Digital fundraising is not all about the ask – it’s about cultivating an engaged group of supporters who love you and who want to share your work with others.
Think of digital fundraising and community building like dominoes.
Build up your dominoes by showing people your work, letting them know and trust you, and then asking them to participate and get involved (knocking down the dominoes – and building them again).
#2 Instagram is poised for even more growth.
Of the social networks, only Facebook and YouTube have more people logging in. With 500 million of them using Instagram—every day.
59% of U.S. users are under 30.
72% of users have bought a product they saw on Instagram.
Nonprofits need a more strategic way to approach Instagram, rather than simply posting something every few weeks.
Take a look at the IRS’ new Instagram Strategy:
They have a defined audience. The IRS wants to reach younger taxpayers, millennials especially. In an interview, their social media teach said that “It’s a matter of meeting the taxpayers where they are.”
They have a defined purpose. Their goal is to spread useful information to help people get ready for the upcoming tax season.
They have reasonable expectations. They understand that the subject of taxes is never going to have as many followers as a movie star or a pop star.
Their posts are meant for Instagram. All their posts are eye-catching, colorful, and have an element of surprise. For example, their first post is bright pink and features flamingos!
#3 P2P Social Media Fundraising is growing, specifically through Facebook Fundraising and donated birthdays.

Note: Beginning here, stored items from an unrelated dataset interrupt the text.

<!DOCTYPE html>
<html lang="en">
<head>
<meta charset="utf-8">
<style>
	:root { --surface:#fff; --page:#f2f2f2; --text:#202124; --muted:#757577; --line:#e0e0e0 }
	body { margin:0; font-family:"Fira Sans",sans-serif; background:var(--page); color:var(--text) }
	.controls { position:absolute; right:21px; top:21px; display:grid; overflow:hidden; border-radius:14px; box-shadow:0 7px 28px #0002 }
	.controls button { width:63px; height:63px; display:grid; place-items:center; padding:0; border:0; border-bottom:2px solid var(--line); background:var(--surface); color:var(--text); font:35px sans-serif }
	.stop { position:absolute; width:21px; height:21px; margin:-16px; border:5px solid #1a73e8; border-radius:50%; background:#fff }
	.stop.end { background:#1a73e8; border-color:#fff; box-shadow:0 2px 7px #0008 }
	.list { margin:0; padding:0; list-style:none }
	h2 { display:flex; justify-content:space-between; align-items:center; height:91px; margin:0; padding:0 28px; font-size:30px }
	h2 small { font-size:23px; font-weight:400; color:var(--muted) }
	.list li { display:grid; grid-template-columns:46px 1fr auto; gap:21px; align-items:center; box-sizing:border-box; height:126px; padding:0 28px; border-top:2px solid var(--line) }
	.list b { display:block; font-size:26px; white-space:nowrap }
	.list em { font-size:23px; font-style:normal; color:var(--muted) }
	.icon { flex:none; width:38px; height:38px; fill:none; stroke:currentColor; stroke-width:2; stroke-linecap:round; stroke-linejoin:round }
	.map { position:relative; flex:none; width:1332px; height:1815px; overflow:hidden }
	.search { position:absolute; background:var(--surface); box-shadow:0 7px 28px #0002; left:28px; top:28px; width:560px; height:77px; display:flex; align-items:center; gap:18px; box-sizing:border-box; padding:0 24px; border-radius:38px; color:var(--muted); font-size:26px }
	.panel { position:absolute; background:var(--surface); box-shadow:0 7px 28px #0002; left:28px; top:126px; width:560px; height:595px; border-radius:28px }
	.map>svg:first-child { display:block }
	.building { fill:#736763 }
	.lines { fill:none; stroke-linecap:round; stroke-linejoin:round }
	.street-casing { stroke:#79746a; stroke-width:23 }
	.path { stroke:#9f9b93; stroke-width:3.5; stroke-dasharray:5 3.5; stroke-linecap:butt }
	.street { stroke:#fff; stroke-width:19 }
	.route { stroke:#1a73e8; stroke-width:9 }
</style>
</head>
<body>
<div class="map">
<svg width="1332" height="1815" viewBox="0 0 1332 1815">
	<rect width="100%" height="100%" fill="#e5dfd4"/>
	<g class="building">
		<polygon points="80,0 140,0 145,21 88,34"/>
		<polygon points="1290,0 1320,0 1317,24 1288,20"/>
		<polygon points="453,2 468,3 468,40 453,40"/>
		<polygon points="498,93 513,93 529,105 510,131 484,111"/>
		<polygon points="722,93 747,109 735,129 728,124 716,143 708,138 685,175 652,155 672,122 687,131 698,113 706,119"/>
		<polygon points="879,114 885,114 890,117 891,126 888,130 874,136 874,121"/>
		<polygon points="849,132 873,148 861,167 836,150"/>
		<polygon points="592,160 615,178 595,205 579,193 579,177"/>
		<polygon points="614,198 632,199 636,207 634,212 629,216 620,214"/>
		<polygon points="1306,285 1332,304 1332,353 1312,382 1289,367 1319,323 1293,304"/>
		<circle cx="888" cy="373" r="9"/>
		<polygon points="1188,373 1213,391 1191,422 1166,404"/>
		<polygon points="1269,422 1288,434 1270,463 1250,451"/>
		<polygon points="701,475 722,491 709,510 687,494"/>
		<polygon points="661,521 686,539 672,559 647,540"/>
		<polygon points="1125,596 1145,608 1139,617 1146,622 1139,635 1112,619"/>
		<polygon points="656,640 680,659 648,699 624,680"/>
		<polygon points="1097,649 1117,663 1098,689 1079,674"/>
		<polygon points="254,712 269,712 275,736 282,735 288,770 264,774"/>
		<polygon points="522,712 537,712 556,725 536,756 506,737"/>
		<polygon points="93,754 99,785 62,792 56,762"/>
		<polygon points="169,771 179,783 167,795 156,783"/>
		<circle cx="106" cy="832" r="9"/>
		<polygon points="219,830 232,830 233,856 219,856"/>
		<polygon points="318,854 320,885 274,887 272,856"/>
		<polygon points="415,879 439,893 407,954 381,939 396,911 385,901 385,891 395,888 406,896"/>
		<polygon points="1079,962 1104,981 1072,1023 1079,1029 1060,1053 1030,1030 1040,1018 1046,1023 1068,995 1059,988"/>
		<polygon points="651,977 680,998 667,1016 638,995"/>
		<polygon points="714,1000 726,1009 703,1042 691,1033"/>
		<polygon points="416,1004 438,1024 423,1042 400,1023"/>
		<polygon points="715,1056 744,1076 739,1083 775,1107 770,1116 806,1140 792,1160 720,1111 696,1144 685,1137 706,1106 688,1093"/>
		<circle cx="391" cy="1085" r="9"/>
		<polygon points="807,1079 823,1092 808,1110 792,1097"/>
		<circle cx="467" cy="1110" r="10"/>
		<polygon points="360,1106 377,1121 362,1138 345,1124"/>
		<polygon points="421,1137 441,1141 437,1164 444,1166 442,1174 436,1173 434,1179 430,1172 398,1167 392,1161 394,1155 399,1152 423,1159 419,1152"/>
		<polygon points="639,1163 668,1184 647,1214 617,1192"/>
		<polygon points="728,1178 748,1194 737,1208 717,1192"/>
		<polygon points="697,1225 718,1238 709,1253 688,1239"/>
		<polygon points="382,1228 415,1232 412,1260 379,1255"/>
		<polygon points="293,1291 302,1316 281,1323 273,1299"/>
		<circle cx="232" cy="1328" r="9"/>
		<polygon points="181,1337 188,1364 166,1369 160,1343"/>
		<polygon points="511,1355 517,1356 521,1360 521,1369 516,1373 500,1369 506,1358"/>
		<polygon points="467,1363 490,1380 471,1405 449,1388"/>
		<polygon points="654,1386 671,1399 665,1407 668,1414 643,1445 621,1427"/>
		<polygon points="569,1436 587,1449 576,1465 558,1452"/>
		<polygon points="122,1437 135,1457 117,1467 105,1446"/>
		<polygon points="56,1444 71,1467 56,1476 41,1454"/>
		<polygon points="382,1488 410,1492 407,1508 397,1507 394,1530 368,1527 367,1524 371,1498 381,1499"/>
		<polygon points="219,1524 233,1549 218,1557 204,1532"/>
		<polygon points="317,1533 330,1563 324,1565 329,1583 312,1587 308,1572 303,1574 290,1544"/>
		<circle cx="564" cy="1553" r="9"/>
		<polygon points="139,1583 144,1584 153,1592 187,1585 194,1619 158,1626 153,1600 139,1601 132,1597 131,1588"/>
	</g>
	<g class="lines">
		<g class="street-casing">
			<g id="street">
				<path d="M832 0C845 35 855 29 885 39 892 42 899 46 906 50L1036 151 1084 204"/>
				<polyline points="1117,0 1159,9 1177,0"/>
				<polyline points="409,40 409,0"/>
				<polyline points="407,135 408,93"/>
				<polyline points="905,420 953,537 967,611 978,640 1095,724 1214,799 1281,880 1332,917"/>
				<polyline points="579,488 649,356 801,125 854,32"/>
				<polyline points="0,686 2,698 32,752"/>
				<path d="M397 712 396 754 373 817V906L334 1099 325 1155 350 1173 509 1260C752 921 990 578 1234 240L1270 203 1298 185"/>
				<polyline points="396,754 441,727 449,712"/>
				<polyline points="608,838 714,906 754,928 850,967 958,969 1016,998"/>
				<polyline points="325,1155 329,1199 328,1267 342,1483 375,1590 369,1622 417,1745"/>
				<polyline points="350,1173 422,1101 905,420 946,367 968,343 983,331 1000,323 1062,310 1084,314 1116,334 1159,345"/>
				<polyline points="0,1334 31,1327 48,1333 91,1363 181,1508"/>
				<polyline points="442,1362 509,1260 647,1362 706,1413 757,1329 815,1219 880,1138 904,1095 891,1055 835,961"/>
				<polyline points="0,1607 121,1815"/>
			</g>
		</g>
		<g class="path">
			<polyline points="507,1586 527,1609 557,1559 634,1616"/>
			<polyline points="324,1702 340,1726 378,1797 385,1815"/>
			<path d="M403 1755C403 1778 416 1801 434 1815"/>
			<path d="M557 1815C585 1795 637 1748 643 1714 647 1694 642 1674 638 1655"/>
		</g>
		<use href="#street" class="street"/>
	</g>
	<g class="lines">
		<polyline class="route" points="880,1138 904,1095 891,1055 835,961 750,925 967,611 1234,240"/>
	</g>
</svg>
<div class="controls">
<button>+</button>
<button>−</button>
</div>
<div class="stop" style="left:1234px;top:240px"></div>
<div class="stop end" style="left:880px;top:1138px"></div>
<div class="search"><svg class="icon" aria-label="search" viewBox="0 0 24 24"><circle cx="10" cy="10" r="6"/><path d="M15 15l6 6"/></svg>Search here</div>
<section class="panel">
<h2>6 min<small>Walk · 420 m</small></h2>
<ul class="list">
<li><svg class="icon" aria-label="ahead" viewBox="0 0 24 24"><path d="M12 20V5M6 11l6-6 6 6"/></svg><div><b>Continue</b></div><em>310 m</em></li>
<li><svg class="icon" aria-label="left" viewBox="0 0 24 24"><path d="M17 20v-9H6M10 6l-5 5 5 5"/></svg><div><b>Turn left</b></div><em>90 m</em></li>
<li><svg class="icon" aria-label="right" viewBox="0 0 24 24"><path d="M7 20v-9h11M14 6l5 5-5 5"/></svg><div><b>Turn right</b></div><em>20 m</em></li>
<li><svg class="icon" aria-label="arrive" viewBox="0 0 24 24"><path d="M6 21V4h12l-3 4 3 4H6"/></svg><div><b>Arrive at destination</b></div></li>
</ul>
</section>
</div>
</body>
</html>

YouTube Giving tools are also ones to watch, but they don’t have the P2P aspect of Facebook fundraisers (at least, not yet).
My recommendation is to get registered with Facebook Fundraising tools by going to donations.fb.com and then creating a strategy to get people to set them up and raise money for you in 2019.
On Giving Tuesday this year over $125 million was raised via Facebook Fundraising.
It’s not a silver bullet, and it’s certainly not EASY, but the principles of success are simple.
#4 Livestreaming via gaming platforms like Twitch are forces to reckon with.
I have to admit that I have never watched anything on Twitch, but I’ve been reading a lot about it
Launched in 2011 by Justin Kan and Emmett Shear, the online video platform is comparable to sites like YouTube or Vimeo, except that it focuses exclusively on live video.
15 million users tune in to watch an average of 1.5 hours of Twitch live streams each day.
During Suicide Prevention Awareness Month, the Seize the Awkward campaign ran a three-day Twitch event to raise funds for their mental health work.
#5 Artificial Intelligence and Chatbots are here, and nonprofits need to get on board.
This is a big one, and I can’t claim to be an expert.
I do have an entire Pinterest board with collected stories, examples, and resources on this topic: AI and Chatbots for Nonprofits
Beth Kanter past year wrote an op-ed for the Chronicle of Philanthropy on the age of automation and it implications for fundraisers.
Kanter also compiled a great list of chatbots that nonprofits can study, research, and use for ideas and inspiration.
Susan G. Komen Florida implemented a chatbot, using ManyChat, as a way to provide ease of access to resources and information.
For the 2019 Race for the Cure, Komen Florida’s chatbot will answer important questions to race participants.
Nonprofits, even small ones, need to begin to understand at lesat what a chatbot is and how it works.